Do you have analytics? If so, be sure to kill the analytics processes.

The server is 7.6.3 and we don’t run any analytics

Also tried to remove the node from the cluster, and add it back, when I try to run the rebalance I am getting the same error

Rebalance exited with reason 
{{badmatch,failed},
[{ns_rebalancer,rebalance_body,7,
[{file,\"src/ns_rebalancer.erl\"}, {line,500}]},
{async,'-async_init/4-fun-1-',3,
[{file,\"src/async.erl\"},{line,199}]}]}.

in the idexer.log I don’t see any messages added anymore

Hi @flaviu - do you have a support contract? I think this needs cbcollect_info bundle for troubleshooting.

  • Mike

We don’t have a support contract. This setup is a test setup for a potential customer. but the customer is very worried that Couchbase is not stable and can’t recover by itself dispite the fact that I told them the opposite. And actually this is the first time in 10 years when a cluster is not recovering. @mreiche can you help debug this?

I’ll figure out what we can do.

Follow the instructions to upload your logs.

I am trying to collect the logs ( I think some were already uploaded, for other nodes getting this error)
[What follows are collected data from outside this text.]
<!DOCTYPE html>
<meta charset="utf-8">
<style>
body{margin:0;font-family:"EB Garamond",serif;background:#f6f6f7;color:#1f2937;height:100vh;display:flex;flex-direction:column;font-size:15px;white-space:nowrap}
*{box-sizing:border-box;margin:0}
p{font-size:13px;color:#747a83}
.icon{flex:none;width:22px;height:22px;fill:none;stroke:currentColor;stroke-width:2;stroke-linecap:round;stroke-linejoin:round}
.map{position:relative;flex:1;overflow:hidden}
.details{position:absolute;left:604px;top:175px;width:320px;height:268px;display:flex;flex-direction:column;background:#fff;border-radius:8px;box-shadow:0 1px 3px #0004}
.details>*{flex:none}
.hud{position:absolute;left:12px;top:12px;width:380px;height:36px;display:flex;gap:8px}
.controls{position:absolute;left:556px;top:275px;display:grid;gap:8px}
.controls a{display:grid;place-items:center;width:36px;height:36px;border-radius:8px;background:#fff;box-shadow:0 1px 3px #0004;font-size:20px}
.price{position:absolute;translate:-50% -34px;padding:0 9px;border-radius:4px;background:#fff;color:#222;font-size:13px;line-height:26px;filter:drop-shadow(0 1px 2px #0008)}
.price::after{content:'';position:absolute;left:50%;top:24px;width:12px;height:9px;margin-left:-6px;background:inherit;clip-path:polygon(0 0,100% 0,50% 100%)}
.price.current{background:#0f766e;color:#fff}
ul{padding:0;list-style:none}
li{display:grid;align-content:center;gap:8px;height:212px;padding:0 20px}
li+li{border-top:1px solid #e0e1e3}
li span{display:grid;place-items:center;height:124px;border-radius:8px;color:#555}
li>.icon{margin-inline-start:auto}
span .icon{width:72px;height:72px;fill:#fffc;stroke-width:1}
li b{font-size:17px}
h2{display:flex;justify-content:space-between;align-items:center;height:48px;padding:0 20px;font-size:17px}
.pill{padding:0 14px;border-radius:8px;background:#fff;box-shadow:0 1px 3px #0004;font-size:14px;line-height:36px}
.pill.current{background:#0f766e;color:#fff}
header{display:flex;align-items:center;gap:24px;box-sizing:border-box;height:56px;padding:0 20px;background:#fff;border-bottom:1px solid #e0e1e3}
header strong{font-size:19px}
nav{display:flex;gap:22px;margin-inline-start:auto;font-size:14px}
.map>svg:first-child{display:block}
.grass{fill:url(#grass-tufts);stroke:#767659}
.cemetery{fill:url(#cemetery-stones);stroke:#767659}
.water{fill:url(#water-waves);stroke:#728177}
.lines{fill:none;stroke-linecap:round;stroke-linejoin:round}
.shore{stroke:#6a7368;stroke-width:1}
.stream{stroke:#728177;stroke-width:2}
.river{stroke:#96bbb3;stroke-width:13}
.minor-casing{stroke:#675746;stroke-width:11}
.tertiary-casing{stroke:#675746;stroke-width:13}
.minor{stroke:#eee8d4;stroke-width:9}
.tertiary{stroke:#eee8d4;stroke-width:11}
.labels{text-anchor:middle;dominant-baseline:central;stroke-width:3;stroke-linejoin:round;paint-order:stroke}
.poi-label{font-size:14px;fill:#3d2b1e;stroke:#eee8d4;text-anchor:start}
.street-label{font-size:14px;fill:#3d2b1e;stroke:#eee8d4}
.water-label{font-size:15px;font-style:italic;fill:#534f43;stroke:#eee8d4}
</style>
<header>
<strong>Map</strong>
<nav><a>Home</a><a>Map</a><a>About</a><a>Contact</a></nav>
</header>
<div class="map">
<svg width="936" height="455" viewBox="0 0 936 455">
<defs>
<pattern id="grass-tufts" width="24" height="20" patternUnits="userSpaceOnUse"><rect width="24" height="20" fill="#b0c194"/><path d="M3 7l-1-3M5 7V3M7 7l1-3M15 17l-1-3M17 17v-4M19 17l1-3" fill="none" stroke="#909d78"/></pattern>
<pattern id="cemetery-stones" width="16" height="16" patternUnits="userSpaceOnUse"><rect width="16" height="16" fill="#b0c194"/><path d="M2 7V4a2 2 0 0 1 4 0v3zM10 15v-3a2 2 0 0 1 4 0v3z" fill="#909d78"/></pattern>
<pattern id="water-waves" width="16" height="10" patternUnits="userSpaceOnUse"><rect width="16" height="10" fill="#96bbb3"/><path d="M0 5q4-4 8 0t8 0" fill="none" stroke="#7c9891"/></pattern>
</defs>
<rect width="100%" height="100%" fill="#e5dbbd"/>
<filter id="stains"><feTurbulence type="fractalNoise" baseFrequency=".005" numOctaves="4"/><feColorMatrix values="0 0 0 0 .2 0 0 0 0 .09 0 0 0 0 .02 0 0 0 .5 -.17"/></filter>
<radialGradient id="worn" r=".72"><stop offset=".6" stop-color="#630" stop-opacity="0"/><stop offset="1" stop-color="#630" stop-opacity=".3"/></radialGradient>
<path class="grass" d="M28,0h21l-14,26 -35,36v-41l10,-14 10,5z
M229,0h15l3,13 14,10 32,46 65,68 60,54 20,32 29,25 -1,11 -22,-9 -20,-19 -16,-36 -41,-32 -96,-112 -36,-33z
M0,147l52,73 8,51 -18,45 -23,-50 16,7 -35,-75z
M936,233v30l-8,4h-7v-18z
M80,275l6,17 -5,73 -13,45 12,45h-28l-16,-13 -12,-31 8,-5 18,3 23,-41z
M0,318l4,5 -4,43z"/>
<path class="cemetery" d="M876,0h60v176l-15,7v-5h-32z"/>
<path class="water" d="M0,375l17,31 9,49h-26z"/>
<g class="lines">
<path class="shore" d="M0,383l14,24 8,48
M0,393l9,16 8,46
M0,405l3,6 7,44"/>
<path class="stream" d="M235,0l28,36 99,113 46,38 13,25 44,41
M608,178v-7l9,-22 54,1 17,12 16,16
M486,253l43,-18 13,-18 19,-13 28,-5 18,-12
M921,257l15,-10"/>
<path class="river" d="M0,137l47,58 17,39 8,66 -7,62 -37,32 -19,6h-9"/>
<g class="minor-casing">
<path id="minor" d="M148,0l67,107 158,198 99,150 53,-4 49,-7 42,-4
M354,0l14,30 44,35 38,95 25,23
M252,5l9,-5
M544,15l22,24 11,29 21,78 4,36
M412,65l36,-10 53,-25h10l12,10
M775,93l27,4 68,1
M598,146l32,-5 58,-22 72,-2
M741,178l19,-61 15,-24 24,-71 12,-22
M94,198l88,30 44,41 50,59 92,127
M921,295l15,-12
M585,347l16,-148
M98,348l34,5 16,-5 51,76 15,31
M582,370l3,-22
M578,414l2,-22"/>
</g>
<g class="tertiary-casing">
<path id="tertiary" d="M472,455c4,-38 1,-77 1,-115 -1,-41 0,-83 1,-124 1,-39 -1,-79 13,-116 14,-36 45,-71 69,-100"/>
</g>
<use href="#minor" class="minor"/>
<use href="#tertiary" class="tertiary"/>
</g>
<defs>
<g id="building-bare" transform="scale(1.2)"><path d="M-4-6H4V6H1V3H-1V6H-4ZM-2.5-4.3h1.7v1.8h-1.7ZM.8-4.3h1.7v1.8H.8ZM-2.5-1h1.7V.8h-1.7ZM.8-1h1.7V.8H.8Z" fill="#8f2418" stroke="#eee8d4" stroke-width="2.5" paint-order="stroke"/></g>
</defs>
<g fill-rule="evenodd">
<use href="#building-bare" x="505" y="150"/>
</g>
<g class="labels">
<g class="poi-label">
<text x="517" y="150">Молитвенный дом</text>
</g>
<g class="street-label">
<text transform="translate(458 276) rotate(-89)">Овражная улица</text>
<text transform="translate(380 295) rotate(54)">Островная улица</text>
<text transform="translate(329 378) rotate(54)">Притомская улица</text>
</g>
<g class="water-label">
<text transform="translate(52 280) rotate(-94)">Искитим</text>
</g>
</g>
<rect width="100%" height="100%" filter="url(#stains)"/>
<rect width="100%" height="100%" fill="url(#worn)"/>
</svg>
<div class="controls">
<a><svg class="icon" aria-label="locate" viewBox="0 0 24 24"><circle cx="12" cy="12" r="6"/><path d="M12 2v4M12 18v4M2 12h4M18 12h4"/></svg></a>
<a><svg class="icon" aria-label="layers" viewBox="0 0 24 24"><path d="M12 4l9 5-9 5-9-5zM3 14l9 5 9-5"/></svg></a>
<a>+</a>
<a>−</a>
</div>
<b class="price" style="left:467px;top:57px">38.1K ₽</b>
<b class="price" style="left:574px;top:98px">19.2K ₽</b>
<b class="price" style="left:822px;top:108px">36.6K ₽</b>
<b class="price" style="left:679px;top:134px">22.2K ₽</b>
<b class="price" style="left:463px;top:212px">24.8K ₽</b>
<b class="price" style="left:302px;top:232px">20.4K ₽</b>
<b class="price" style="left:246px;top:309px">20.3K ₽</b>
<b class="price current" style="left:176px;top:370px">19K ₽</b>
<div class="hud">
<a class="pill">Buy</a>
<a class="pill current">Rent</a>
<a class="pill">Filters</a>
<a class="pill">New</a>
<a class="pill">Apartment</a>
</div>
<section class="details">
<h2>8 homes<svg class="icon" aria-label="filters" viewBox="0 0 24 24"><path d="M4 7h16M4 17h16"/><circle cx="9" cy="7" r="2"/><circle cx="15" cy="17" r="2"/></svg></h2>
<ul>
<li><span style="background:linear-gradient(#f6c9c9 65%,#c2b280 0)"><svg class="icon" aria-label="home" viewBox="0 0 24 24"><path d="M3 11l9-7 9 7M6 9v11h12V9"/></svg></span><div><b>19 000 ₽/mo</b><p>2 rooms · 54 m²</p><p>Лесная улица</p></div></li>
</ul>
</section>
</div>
RuntimeError: File size too large, try using force_zip64

seeing these logs on one of the server indexer.log file

2024-12-01T15:06:27.465+00:00 [Info] StreamState::connection error - set repair state to RESTART_VB for MAINT_STREAM keyspaceId bucket vb 994
2024-12-01T15:06:27.465+00:00 [Info] StreamState::connection error - set repair state to RESTART_VB for MAINT_STREAM keyspaceId bucket vb 366
2024-12-01T15:06:27.465+00:00 [Info] StreamState::connection error - set repair state to RESTART_VB for MAINT_STREAM keyspaceId bucket vb 528
2024-12-01T15:06:27.465+00:00 [Info] StreamState::connection error - set repair state to RESTART_VB for MAINT_STREAM keyspaceId bucket vb 996
2024-12-01T15:06:27.465+00:00 [Info] StreamState::connection error - set repair state to RESTART_VB for MAINT_STREAM keyspaceId bucket vb 833
2024-12-01T15:06:27.465+00:00 [Info] StreamState::connection error - set repair state to RESTART_VB for MAINT_STREAM keyspaceId bucket vb 943
2024-12-01T15:06:27.465+00:00 [Info] StreamState::connection error - set repair state to RESTART_VB for MAINT_STREAM keyspaceId bucket vb 967
2024-12-01T15:06:27.465+00:00 [Info] StreamState::connection error - set repair state to RESTART_VB for MAINT_STREAM keyspaceId bucket vb 541
2024-12-01T15:06:27.465+00:00 [Info] StreamState::connection error - set repair state to RESTART_VB for MAINT_STREAM keyspaceId bucket vb 464
2024-12-01T15:06:27.465+00:00 [Info] Timekeeper::handleStreamConnErr Stream repair is already in progress for stream: MAINT_STREAM, keyspaceId: bucket

@mreiche any suggestions for what should I look for?

Those messages are from December.

You could move the logs that are there, then start the cluster, do whatever operation demonstrates the problem, then upload the logs. And provide where they were uploaded to.